PROBLEM TO WORK ON: In the listing below, find the line containing "M347,948l31,62 -103,155 -30,-61z" and the line containing "for (const [x, y, r, color]". Repeat exactly those two lines and every line between them, nothing more.

GIVEN RECORDS:
________
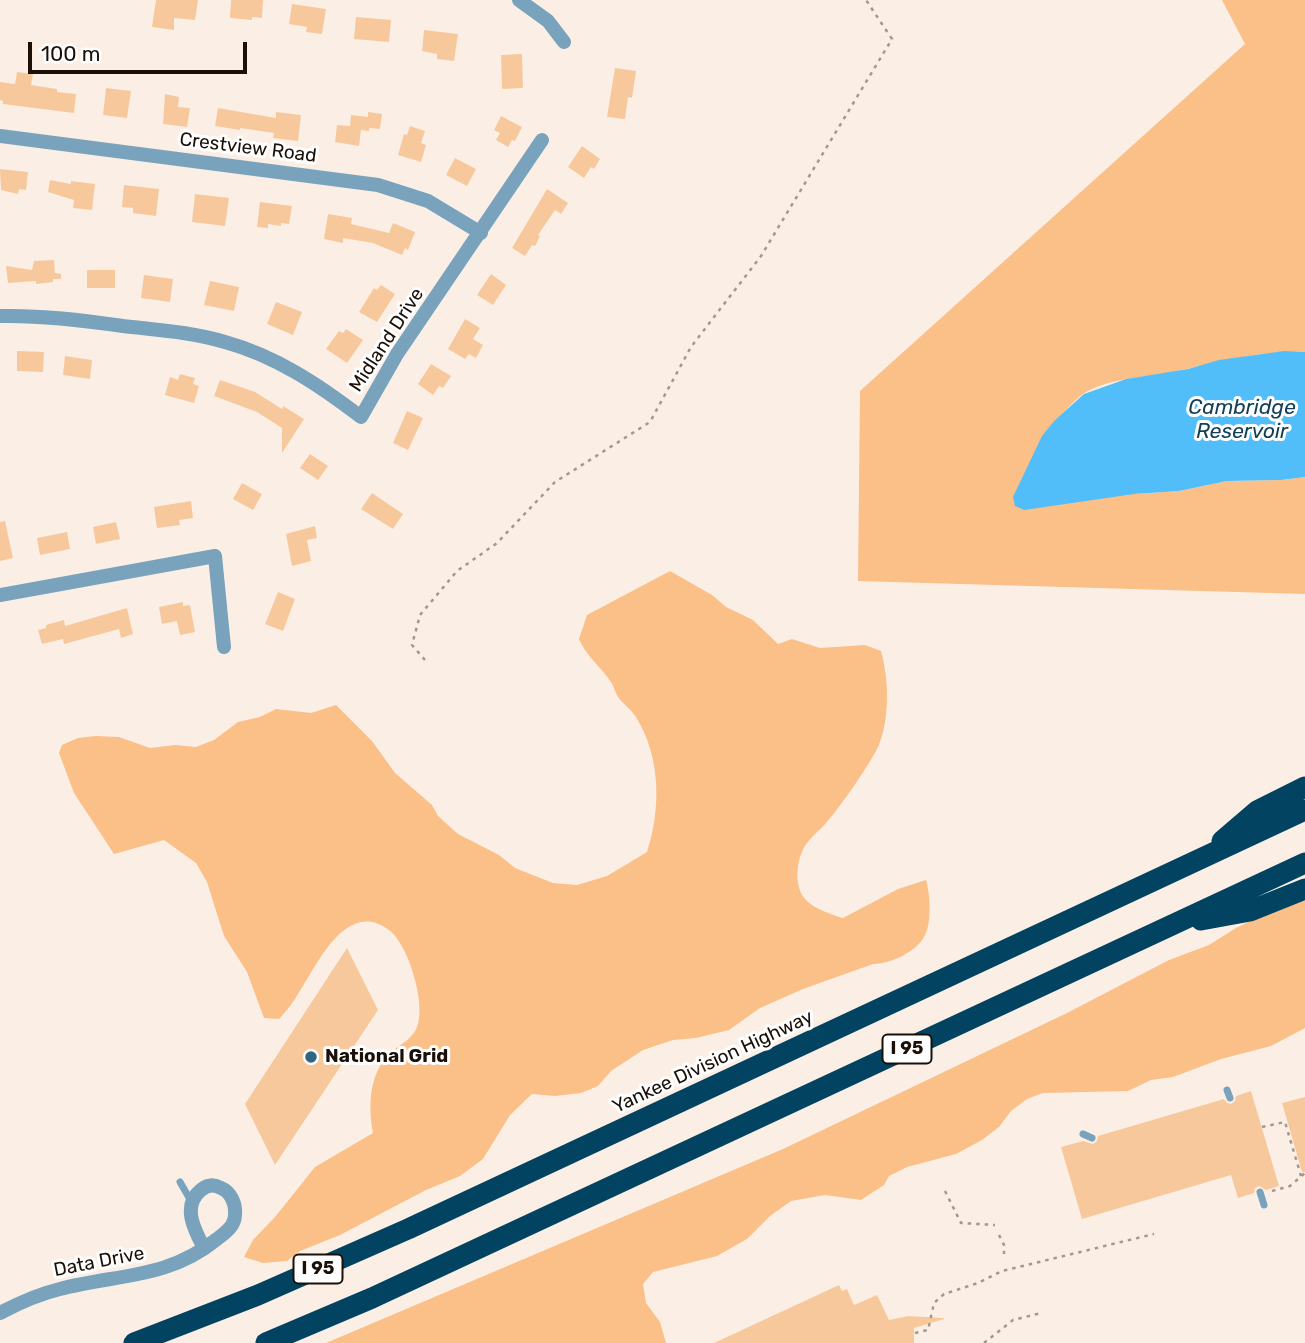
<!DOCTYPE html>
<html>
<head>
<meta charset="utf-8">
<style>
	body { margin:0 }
	#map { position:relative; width:1305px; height:1343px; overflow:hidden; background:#fbefe5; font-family:Rubik,sans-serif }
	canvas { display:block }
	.scale { position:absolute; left:28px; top:42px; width:219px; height:32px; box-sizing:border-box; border:4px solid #1a1008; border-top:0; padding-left:9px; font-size:21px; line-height:24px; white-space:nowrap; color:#1a1008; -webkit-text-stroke:5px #fefefe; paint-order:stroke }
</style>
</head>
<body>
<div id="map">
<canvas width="1305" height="1343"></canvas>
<div class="scale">100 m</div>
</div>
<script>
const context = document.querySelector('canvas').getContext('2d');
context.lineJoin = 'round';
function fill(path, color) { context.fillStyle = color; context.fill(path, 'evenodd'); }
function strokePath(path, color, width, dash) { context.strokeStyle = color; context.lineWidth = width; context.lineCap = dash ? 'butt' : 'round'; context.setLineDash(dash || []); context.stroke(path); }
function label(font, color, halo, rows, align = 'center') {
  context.font = font + ' Rubik,sans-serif'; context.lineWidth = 6; context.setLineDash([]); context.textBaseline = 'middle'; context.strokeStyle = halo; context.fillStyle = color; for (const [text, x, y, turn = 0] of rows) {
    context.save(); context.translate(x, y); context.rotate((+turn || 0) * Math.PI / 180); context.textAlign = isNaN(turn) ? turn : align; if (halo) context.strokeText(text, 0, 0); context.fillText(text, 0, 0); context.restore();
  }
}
const green = new Path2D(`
	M1222,0h83v352c-45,-2 -89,11 -133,20 -27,5 -67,7 -89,22 -10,7 -18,18 -28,26l79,74 45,-3 48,-10 54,-1 24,-3v117l-447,-13 2,-190 385,-347z
	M670,571l42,24 14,12 27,13 25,24 14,-5 28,9 45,-3 16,6c8,28 9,69 -3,96 -10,20 -37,59 -52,76 -8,9 -20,18 -24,29 -6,13 -7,36 3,47 9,10 25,15 38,19l55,-29 28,-9c4,14 6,42 -1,55 -8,17 -35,29 -52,29l-70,25 -43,19 -31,22 -33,8 -23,2 -30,10 -32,21 -13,15 -17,7 -26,3 -23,-2 -22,21 -27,44 -23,17 -34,14 -86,45 -40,16 -13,10 -24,2 -19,-6 9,-17 22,-23 40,-50 58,-34c-5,-26 -4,-59 16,-79 11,-10 25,-15 29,-30 7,-23 -10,-80 -29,-94 -43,-32 -72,35 -91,64 -5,9 -12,17 -19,25l-15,-1 -17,-46 -23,-36 -17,-54 -11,-19 -32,-23 -50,14 -40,-61 -15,-40 3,-8 16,-7 17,-2 24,1 31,11 25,-3 21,2 18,-7 24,-18 22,-5 16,-8 35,4 25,-8 36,36 23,32 37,32 6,11 20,18 41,21 16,13 38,15 24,2 30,-9 40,-24c14,-43 14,-95 -11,-135 -5,-8 -13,-13 -18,-20 -3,-5 -4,-10 -7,-15 -10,-15 -25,-26 -32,-43l8,-24z
	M1305,900v128l-34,18 -50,13 -48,18 -22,3 -23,11 -85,2 -16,6 -16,12 -12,16 -17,13 -26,14 -49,13 -18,9 -5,9 -23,15 -36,-5 -34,6 -21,15 -23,23 -30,17 -64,16 -10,12 3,19 14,19 6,21h-340l457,-194 284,-136 102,-53 40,-15 27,-17 28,-14z`);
const water = new Path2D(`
	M1284,351l21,1v125l-24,3 -54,1 -48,10 -45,3 -110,16 -9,-4 -2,-9 29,-61 13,-16 29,-26 42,-15 62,-10 31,-9z`);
const building = new Path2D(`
	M156,0h42l-3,20 -21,-2v12l-22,-3z
	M231,0h32l-1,18 -10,-1v3l-22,-2z
	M292,4l34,5 -4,25 -16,-2 1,-5 -18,-3z
	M356,17l35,3 -2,22 -35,-3z
	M424,30l34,4 -4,27 -17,-2v-5l-15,-3z
	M522,54l1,34 -21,1 -1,-34z
	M615,68l21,3 -4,27 -4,-1 -3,22 -18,-2z
	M17,72l16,2 -2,11 26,4v3l19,2 -2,19 -71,-9v-3l-3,-1v-18l15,2z
	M106,88l25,3 -4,27 -24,-3z
	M165,94l14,3 -1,10 12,1 -3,19 -24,-3z
	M218,108l58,10v-6l25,3 -3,26 -25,-3 1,-5 -34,-5v2l-25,-4z
	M368,112l14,2 -2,15 -11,-1v3l-8,-1 -2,16 -24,-4 2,-17 13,1 1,-11 17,2z
	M501,116l21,11 -7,14 -3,-1 -4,7 -12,-7 4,-7 -6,-3z
	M410,126l15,5 -4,12 5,2 -5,17 -23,-7 6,-21 3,1z
	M582,146l18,13 -6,10 -3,-2 -7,11 -16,-11z
	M455,158l21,11 -9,17 -21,-11z
	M0,169l28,3 -2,18 -7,-1 -1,5 -17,-4z
	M50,180l21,4v-3l24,3 -3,26 -19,-2 1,-8 -26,-8z
	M124,185l35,4 -3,27 -23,-3v-5l-11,-1z
	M547,189l21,14 -7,11 -6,-4 -17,25 2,1 -5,10 -3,-1 -7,11 -13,-8z
	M195,194l34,4 -4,28 -33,-4z
	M260,202l32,4 -3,18 -8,-1v3l-13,-2v4l-11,-1z
	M328,214l24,4 -1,6 38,9 4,-10 22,9 -7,18 -3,-2 -3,7 -29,-12 -30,-5v5l-19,-4z
	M54,260l1,13 6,1v5h-8v3l-17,2v-3l-28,2 -2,-17 26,4 2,-9z
	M87,270h28v18h-28z
	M491,274l15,11 -13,20 -16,-10z
	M144,275l29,4 -3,23 -29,-4z
	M210,281l29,6 -5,24 -30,-6z
	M381,285l14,9 -18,28 -18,-10 15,-24 3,2z
	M276,302l26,10 -9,23 -26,-11z
	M465,319l15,9 -7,11 10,6 -7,13 -7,-4 -4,5 -17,-10z
	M346,329l17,11 -16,23 -21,-14 13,-18 4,2z
	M17,351l27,1 -1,20 -26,-1z
	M65,356l27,4 -2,19 -27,-4z
	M431,364l20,12 -8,12 -4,-2 -6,9 -15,-11z
	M180,374l15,4 -2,6 6,2 -5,17 -29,-8 5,-18 8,3z
	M220,380l35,12 27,17 1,-3 21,13 -22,34v-25l-25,-16 -43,-16z
	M407,411l16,7 -15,32 -15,-7z
	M310,454l18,12 -10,14 -18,-12z
	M242,483l20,11 -9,16 -20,-11z
	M372,493l31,21 -10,15 -32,-20z
	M191,501l2,17 -14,2 1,5 -23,3 -3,-21z
	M5,521l8,37 -13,3v-39z
	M116,522l4,17 -24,5 -3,-17z
	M315,526l2,12 -10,2 4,21 -19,5 -6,-32z
	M67,532l3,17 -30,6 -3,-17z
	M278,592l17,7 -12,32 -18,-7z
	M183,602v4l7,-1 5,27 -15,3 -3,-14 -15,3 -3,-17z
	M127,608l6,26 -12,4 -2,-9 -55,15 -1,-5 -21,5 -4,-14 8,-2v-3l18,-5 1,6z
	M347,948l31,62 -103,155 -30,-61z
	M1251,1091l28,95 -13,4 -7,-4 -4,2 -1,5 -16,5 -7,-23 -149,44 -21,-72 22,-6 10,3 4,-3 1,-5 126,-37 3,4 4,1 4,-3 1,-5z
	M1305,1097v75h-3l-20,-69z
	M839,1285l3,6 5,-2 7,16 23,-10 12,25 19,-4 36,2v1l-30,9v15h-200z`);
const path = new Path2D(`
	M425,660l-13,-15 8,-30 37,-44 40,-28 58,-61 95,-60 41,-75 70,-91 131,-217 -26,-39
	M1262,1127l23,-5 16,54
	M945,1191l16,32 34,2
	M1272,1191l18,-5 15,-13
	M999,1235l5,10v9
	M915,1333l13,-3 6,-27 10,-9 34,-11 24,-12 152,-37
	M984,1343l29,-23 28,-7`);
const lane = new Path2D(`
	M1227,1090l3,8
	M1083,1134l9,4
	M180,1182l11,19
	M1260,1192l4,13`);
const street = new Path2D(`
	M519,0l29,21 16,21
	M0,136l378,49 50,16 53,32
	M0,316c42,-1 82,4 123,10 34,4 69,6 102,16 51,14 94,43 136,75l36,-63 145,-214
	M0,595l215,-39 9,91
	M0,1313c19,-10 39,-19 60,-24 57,-15 108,-10 157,-50 8,-6 18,-13 18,-24 1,-11 -4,-23 -14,-27 -7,-4 -14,-3 -20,2 -20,16 -6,41 3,58`);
const highway = new Path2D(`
	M1222,841l35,-30 48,-24
	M1201,920l49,-9 55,-22
	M134,1343l124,-48 150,-66 897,-419
	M266,1343l106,-45 933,-435`);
const markers = [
	[311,1057,7,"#326582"]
];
const shields = [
	[907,1049,49],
	[318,1269,49]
];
const shieldNames = [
	["I 95",907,1049],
	["I 95",318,1269]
];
const streetNames = [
	["Crestview Road",248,148,7],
	["Midland Drive",387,340,-57],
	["Yankee Division Highway",713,1062,-25],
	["Data Drive",99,1262,-11]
];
const poiNames = [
	["National Grid",325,1057]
];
const waterNames = [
	["Cambridge",1242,408],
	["Reservoir",1242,432]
];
fill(green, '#fbbf88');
fill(water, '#52bef9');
fill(building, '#f8c89d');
strokePath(path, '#a3988f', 2.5, [3.5, 5]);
strokePath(lane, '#79a2bc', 7);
strokePath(street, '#79a2bc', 14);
strokePath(highway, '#024362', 21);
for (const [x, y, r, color] of markers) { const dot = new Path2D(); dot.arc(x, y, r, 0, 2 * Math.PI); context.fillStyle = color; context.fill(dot); strokePath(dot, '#fefefe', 2.5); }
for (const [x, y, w] of shields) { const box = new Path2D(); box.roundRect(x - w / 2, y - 14.5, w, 29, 5); context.fillStyle = '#fefefe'; context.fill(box); strokePath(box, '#1a1008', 2); }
label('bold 18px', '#1a1008', null, shieldNames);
label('19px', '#1a1008', '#fefefe', streetNames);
label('bold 19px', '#1a1008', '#fefefe', poiNames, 'left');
label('italic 21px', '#134059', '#fefefe', waterNames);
</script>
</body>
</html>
________
RESULT FOR THIS TASK:
	M347,948l31,62 -103,155 -30,-61z
	M1251,1091l28,95 -13,4 -7,-4 -4,2 -1,5 -16,5 -7,-23 -149,44 -21,-72 22,-6 10,3 4,-3 1,-5 126,-37 3,4 4,1 4,-3 1,-5z
	M1305,1097v75h-3l-20,-69z
	M839,1285l3,6 5,-2 7,16 23,-10 12,25 19,-4 36,2v1l-30,9v15h-200z`);
const path = new Path2D(`
	M425,660l-13,-15 8,-30 37,-44 40,-28 58,-61 95,-60 41,-75 70,-91 131,-217 -26,-39
	M1262,1127l23,-5 16,54
	M945,1191l16,32 34,2
	M1272,1191l18,-5 15,-13
	M999,1235l5,10v9
	M915,1333l13,-3 6,-27 10,-9 34,-11 24,-12 152,-37
	M984,1343l29,-23 28,-7`);
const lane = new Path2D(`
	M1227,1090l3,8
	M1083,1134l9,4
	M180,1182l11,19
	M1260,1192l4,13`);
const street = new Path2D(`
	M519,0l29,21 16,21
	M0,136l378,49 50,16 53,32
	M0,316c42,-1 82,4 123,10 34,4 69,6 102,16 51,14 94,43 136,75l36,-63 145,-214
	M0,595l215,-39 9,91
	M0,1313c19,-10 39,-19 60,-24 57,-15 108,-10 157,-50 8,-6 18,-13 18,-24 1,-11 -4,-23 -14,-27 -7,-4 -14,-3 -20,2 -20,16 -6,41 3,58`);
const highway = new Path2D(`
	M1222,841l35,-30 48,-24
	M1201,920l49,-9 55,-22
	M134,1343l124,-48 150,-66 897,-419
	M266,1343l106,-45 933,-435`);
const markers = [
	[311,1057,7,"#326582"]
];
const shields = [
	[907,1049,49],
	[318,1269,49]
];
const shieldNames = [
	["I 95",907,1049],
	["I 95",318,1269]
];
const streetNames = [
	["Crestview Road",248,148,7],
	["Midland Drive",387,340,-57],
	["Yankee Division Highway",713,1062,-25],
	["Data Drive",99,1262,-11]
];
const poiNames = [
	["National Grid",325,1057]
];
const waterNames = [
	["Cambridge",1242,408],
	["Reservoir",1242,432]
];
fill(green, '#fbbf88');
fill(water, '#52bef9');
fill(building, '#f8c89d');
strokePath(path, '#a3988f', 2.5, [3.5, 5]);
strokePath(lane, '#79a2bc', 7);
strokePath(street, '#79a2bc', 14);
strokePath(highway, '#024362', 21);
for (const [x, y, r, color] of markers) { const dot = new Path2D(); dot.arc(x, y, r, 0, 2 * Math.PI); context.fillStyle = color; context.fill(dot); strokePath(dot, '#fefefe', 2.5); }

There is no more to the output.